Japra (Amink) yang sejak kecil menanggung malu akibat ukuran penis supermini yang membuatnya tak bisa disunat itu (oh, ya, Anda pikir begitu ya, mas Rako?) akibat sebuah kecelakaan yang melibatkan patil ikan lele, memiliki impian ingin menjadi pengantin. Selama ini ia tinggal dengan Bini (Mita The Virgin), tomboy yang punya krisis identitas merasa dirinya laki-laki. Namun di kampung itu, syarat untuk menjadi pengantin adalah disunat terlebih dahulu. Sementara kehidupan di kampung itu memang didominasi istri-istri horny dengan suami lemah syahwat yang sudah lama merindukan kepuasan. (O ya, ini bukan bersetting di suku pedalaman atau tahun jabot dengan kebiasaan aneh-aneh, tapi di sebuah kampung di kota besar zaman sekarang, lho). Maka mendengar sejarah ayah Japra yang merupakan pejantan tangguh di masa lalunya, istri-istri ini pun mengantri untuk mengintip Japra berenang, dan terkejut ketika Japra dengan tenang menunjukkan penis mininya. Sampai datanglah seorang Srimpi (Dara The Virgin) yang mendadak menjadi idola para suami di kampung itu, namun jatuh cinta pada Japra dan hendak menikahinya. Kembalilah semua ke syarat itu, bahwa Japra harus disunat dulu sebelum menikah, namun ukuran penisnya tak memungkinkan. Ia kembali dipermalukan. Srimpi pun lari sambil terus diburu para suami-suami itu. Japra yang sakit hati kemudian bertemu dengan Aheng, ahli yang bisa membesarkan penis dan pernah berjasa pada ayahnya dulu. Dengan ramuan Aheng, penis Japra dibuat menjadi raksasa karena kelebihan meminum ramuan, dan kembali ke kampung itu. Sekarang, para istri pun mengantri untuk merasakan kekuatan Japra bahkan berniat memperkosanya beramai-ramai. Dan bukan hanya Srimpi yang cemburu, namun juga Bini yang ternyata menyimpan cinta pada Japra. Srimpi pun membalas perlakuan gangbang oleh istri-istri itu pada Japra melalui para suami yang cemburu. Percobaan sunat ulang kemudian digelar, namun semua alat berat sekarang tak mampu menyunat penis Japra yang sudah menjadi sekeras baja, yang menggempur tiang di kampung itu saja mengakibatkan gempa bumi.

Oke, now try to re-read the synopsis, dan telusuri secara logika mana guliran cerita itu bisa masuk ke cernaan akal sehat otak penontonnya.
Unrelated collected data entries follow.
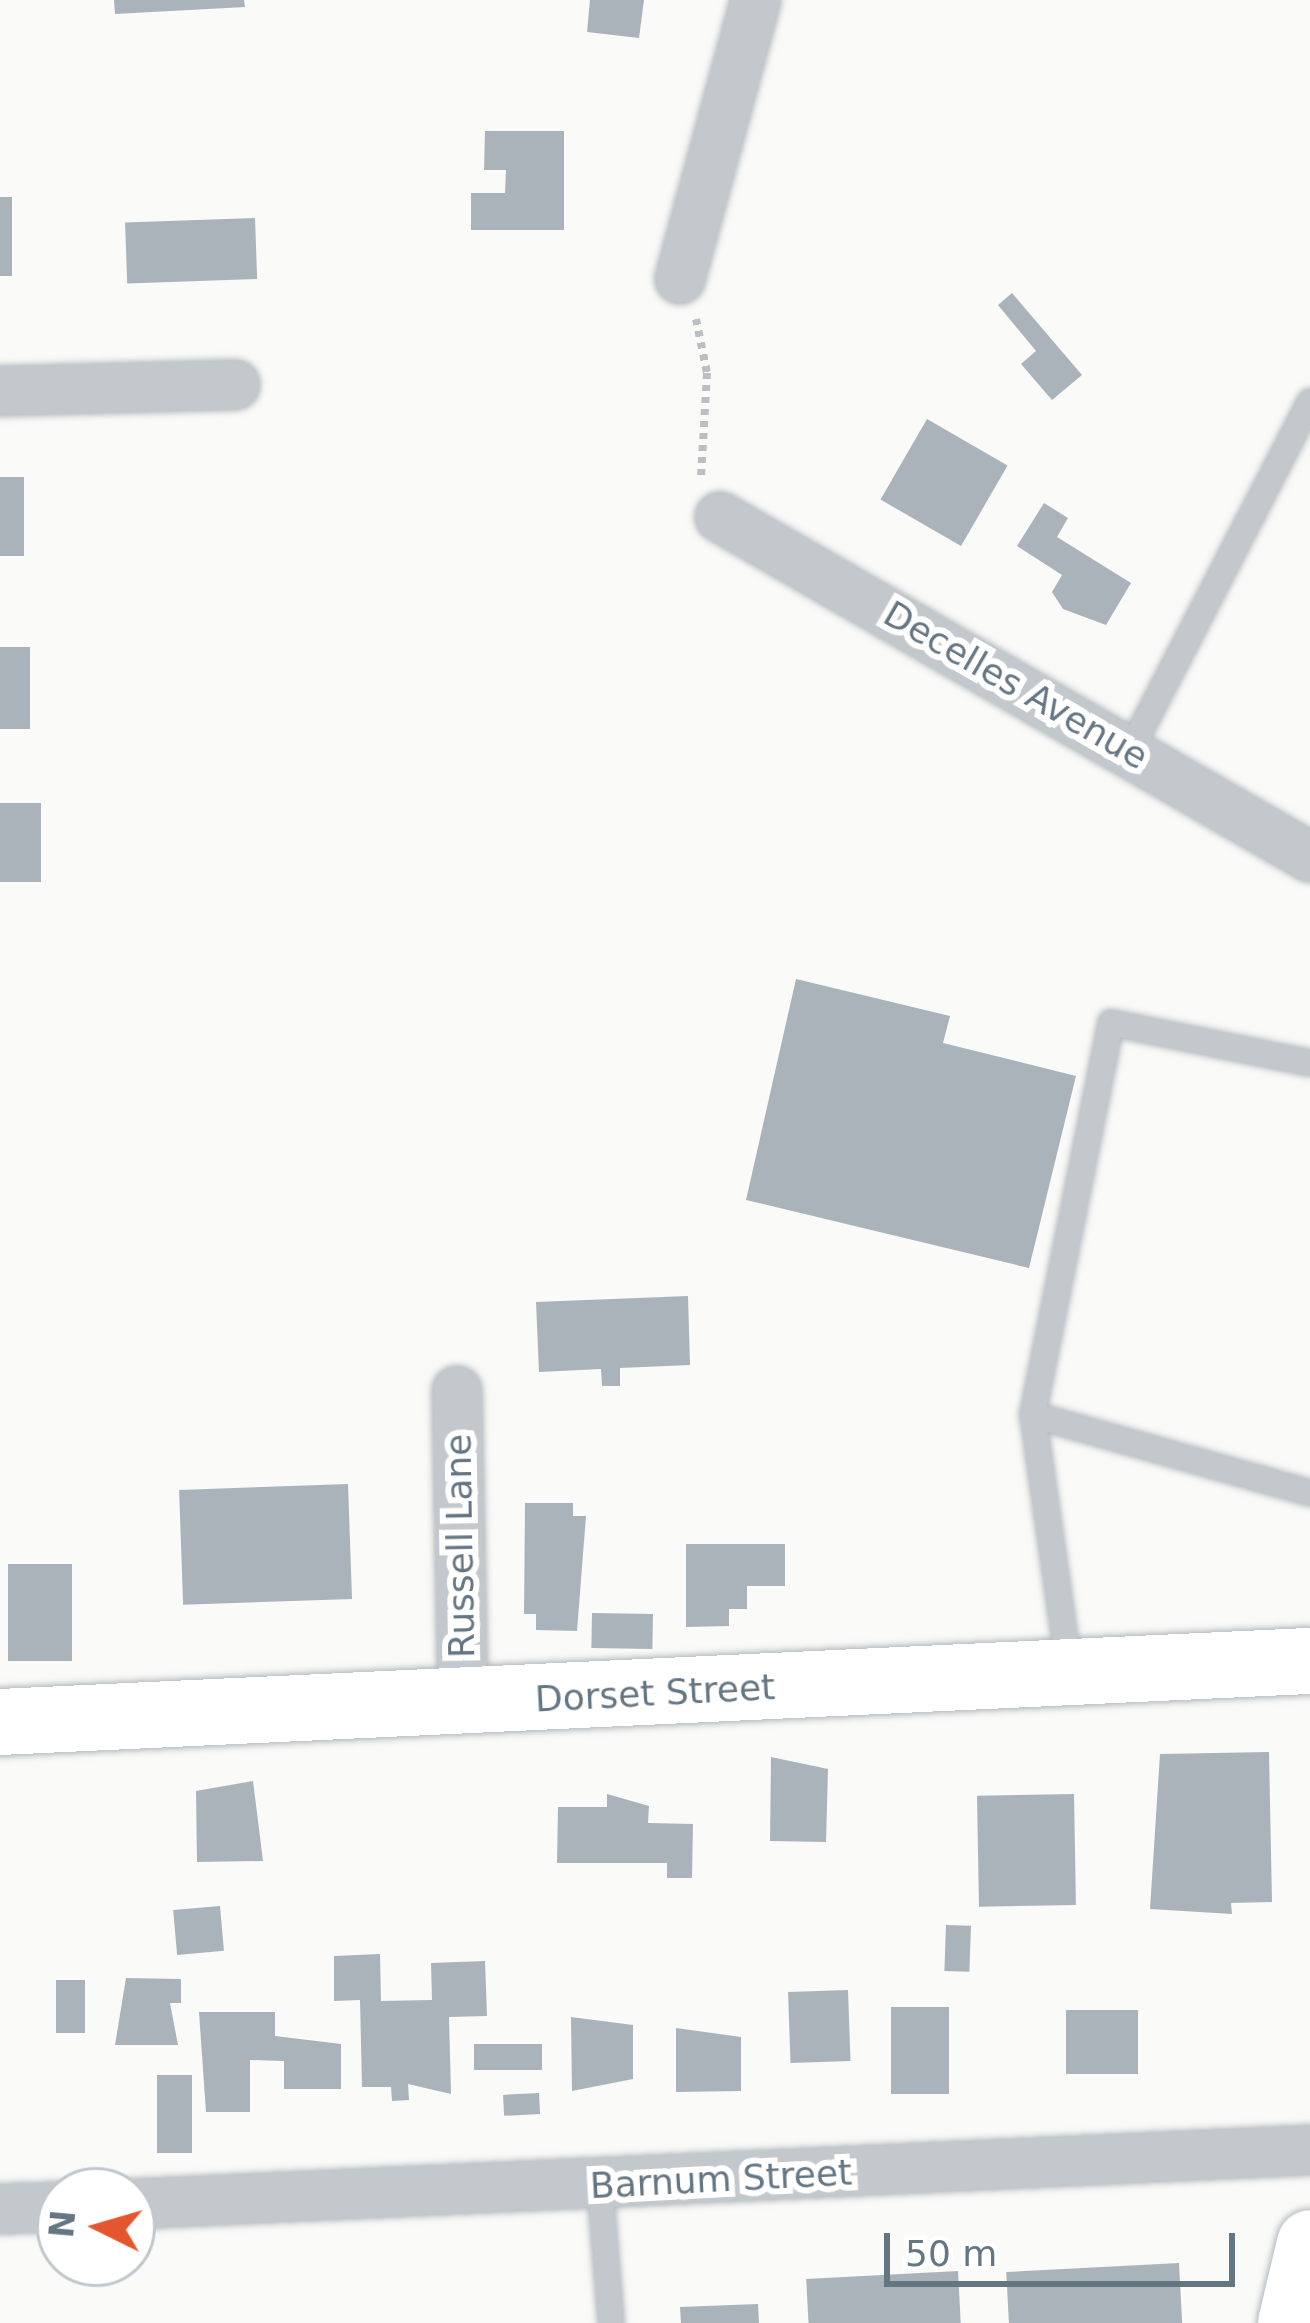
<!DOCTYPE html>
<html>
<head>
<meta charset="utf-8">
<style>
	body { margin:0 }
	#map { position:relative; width:1310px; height:2323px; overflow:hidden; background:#fafaf8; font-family:"DejaVu Sans",sans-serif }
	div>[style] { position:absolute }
	.building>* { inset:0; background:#aab3b9; transform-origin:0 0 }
	.path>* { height:8px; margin-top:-4px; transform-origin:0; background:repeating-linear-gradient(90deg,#bbbfc2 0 6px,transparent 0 12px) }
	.roads { filter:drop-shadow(0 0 3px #b3babf) drop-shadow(0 0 3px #b3babf) }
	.lane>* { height:24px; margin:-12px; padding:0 12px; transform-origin:12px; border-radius:12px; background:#c3c8cc }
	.street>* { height:48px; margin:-24px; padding:0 24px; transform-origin:24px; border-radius:24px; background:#c3c8cc }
	.secondary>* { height:66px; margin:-33px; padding:0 33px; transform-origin:33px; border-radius:33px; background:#fff }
	.primary>* { height:66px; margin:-33px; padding:0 33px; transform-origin:33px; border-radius:33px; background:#fff }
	span { translate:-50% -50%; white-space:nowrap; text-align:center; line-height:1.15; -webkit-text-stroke:12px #fff; paint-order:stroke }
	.street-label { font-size:36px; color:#657683 }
	.north { position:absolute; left:36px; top:2167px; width:120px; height:120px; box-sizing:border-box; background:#fff; border:3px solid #c1c8cd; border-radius:50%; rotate:275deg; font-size:33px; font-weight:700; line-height:48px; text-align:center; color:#657683 }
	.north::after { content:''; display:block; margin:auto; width:42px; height:54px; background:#e4572e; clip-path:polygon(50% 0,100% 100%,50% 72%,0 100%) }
	.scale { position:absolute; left:884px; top:2233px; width:351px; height:54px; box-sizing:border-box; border:6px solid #657683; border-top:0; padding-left:15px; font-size:36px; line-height:42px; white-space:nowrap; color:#657683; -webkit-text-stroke:9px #fff; paint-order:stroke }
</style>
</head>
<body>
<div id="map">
	<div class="building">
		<div style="clip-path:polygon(114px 0,244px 0,245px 7px,115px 14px)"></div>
		<div style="clip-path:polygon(590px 0,644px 0,639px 38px,587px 32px)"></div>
		<div style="clip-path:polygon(485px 131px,564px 131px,564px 230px,471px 230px,471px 193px,505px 193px,506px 170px,484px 170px)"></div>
		<div style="left:0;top:197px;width:12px;height:79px"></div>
		<div style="left:255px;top:218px;width:61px;height:130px;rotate:88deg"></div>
		<div style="clip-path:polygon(1012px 293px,1082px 375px,1052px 400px,1021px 364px,1036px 351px,998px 305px)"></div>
		<div style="left:927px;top:419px;width:93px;height:93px;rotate:30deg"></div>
		<div style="left:0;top:477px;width:24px;height:79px"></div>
		<div style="clip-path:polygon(1044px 503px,1068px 518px,1057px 537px,1131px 583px,1106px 625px,1063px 609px,1052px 592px,1062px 575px,1017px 546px)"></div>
		<div style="left:0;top:647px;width:30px;height:82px"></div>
		<div style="left:0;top:803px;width:41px;height:79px"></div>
		<div style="clip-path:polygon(796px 979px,950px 1016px,943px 1043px,1076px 1076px,1029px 1268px,746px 1200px)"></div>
		<div style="clip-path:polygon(688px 1296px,690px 1365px,620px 1368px,620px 1386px,602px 1386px,601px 1369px,539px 1372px,536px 1302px)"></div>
		<div style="left:348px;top:1484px;width:115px;height:169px;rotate:88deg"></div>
		<div style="clip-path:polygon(525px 1503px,573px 1503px,573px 1516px,586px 1516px,577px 1631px,536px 1630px,536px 1614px,524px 1614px)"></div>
		<div style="clip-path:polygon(686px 1544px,785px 1544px,785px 1586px,747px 1586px,747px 1609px,729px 1609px,729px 1626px,686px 1627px)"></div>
		<div style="left:8px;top:1564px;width:64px;height:97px"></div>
		<div style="left:592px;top:1613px;width:61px;height:35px;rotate:1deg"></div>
		<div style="clip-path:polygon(1269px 1752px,1272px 1902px,1231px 1903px,1232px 1914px,1150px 1909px,1160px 1754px)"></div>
		<div style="clip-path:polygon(771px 1757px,828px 1769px,826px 1842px,770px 1841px)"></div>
		<div style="clip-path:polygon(253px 1781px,263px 1861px,197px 1862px,196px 1791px)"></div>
		<div style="clip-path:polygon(607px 1794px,649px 1806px,648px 1823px,693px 1824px,692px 1878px,667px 1878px,667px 1863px,557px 1863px,558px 1807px,607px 1807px)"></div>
		<div style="left:1074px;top:1794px;width:111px;height:97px;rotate:89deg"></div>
		<div style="left:220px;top:1906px;width:45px;height:47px;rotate:85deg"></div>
		<div style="left:946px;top:1925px;width:25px;height:46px;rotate:2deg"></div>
		<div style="clip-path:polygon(380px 1954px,381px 2001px,432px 2000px,431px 1963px,485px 1961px,487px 2016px,449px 2017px,451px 2094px,408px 2084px,409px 2100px,392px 2101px,391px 2087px,362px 2087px,360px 2000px,334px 2001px,334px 1956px)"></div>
		<div style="clip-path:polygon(126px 1978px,181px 1979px,181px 2003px,170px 2003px,178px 2045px,115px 2045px)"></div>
		<div style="left:56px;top:1980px;width:29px;height:53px"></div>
		<div style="left:848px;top:1990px;width:71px;height:60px;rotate:88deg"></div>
		<div style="left:891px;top:2007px;width:58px;height:87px"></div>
		<div style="left:1066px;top:2010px;width:72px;height:64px"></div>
		<div style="clip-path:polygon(199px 2012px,275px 2012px,275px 2036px,341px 2044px,341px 2089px,284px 2089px,284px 2061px,250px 2060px,250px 2112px,206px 2112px)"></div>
		<div style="clip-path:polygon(571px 2017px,633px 2025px,633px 2079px,572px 2091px)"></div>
		<div style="clip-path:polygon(676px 2028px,741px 2037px,741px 2091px,676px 2092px)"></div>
		<div style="left:542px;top:2044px;width:26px;height:68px;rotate:90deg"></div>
		<div style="left:157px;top:2075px;width:35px;height:78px"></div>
		<div style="left:539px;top:2093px;width:21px;height:36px;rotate:87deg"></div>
		<div style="left:1179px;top:2263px;width:60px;height:173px;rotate:87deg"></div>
		<div style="left:958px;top:2271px;width:52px;height:152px;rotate:87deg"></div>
		<div style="clip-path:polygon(758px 2304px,759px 2323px,681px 2323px,680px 2307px)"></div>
	</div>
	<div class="path">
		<div style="left:696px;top:319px;width:55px;rotate:78.5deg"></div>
		<div style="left:707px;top:373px;width:103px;rotate:93.3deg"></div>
	</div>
	<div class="roads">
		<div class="lane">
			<div style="left:1130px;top:751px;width:393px;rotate:-62.7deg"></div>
			<div style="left:1310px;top:1063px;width:203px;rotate:-168.6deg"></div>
			<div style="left:1111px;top:1023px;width:400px;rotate:101.3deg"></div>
			<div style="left:1033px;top:1415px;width:288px;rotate:15.7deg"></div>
			<div style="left:1033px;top:1415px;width:256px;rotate:81.9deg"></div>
			<div style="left:600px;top:2185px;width:138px;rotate:85.4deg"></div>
		</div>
		<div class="street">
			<div style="left:680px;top:279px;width:289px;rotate:-74.8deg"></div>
			<div style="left:0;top:391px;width:235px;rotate:-1.5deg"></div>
			<div style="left:720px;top:517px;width:681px;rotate:29.95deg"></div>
			<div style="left:457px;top:1391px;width:310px;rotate:88.9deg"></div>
			<div style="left:132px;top:2204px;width:1179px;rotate:-2.62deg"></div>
			<div style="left:0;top:2209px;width:60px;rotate:-1.9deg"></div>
		</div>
		<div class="secondary">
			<div style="left:0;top:1722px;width:1311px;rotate:-2.67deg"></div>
		</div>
		<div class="primary">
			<div style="left:1291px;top:2323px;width:82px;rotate:-76.6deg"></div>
		</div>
	</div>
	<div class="street-label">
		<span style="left:1016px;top:685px;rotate:30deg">Decelles Avenue</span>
		<span style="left:460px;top:1546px;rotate:-91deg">Russell Lane</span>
		<span style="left:655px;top:1693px;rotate:-3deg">Dorset Street</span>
		<span style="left:721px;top:2179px;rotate:-3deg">Barnum Street</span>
	</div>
	<div class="north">N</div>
	<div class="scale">50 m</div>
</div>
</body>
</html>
Selagi Garoojigi digelar dengan embel-embel legenda klasik yang memang sah-sah saja, Penganten Sunat mengangkatnya lebih ke kehidupan nyata hingga terlihat makin absurd dengan sebuah logika yang mungkin hanya ada di otak anak-anak (itupun tak semua anak-anak terutama yang sudah pintar sejak kecil) dan film-film bokep. Sebuah komedi seks, mungkin wajar saja mempertontonkan adegan klise seputar mengintip, buang air, masturbasi dan semacamnya, plus mengeksploitasi sensualitas dan tampang jelek pendukungnya untuk urusan komedi. Film-film Jupe atau Dewi Perssik pun punya pakem yang terlihat sama dengan komedi seks Italia Edwige Fenech atau Gloria Guida tempo doeloe yang bagi sebagian penonton (terutama laki-laki) mengandung suatu excitement tinggi, namun masih jauh dari yang digelar Rako dalam Penganten Sunat. Apa yang kemudian tampil disini adalah sesuatu yang benar-benar keterlaluan baik dari dialog dan pengadeganannya sehingga tak lagi terlihat jenaka seperti film-film itu termasuk produk aslinya yang berasal dari Korea itu. Eksploitasi terhadap dialog, tampilan plus pelawak-pelawak pria dan wanita termasuk Gary Iskak yang seperti tak lagi punya malu bertelanjang ria sambil mengeluarkan lidah menjilat-jilat bibir sendiri di setiap scene, jadinya tak lagi terasa lucu namun membuat enek dan memancing penontonnya muntah-muntah. Dan oh, tentu ini tak berlaku bagi semua penonton dimana sebagian penonton juga ada yang tertawa terbahak-bahak. Jadi kira-kira begini saja kesimpulannya. Berbahagialah Anda-Anda yang masih punya otak untuk tak terhanyut dengan pengejawantahan otak kotor sineas-sineas yang perlu ditanam di lapisan neraka terdalam ini, dan masih akan seribu kali lebih waras untuk menyaksikan tampilan Miyabi dalam kebaya dan naik delman di film yang diputar di teater sebelah. (dan)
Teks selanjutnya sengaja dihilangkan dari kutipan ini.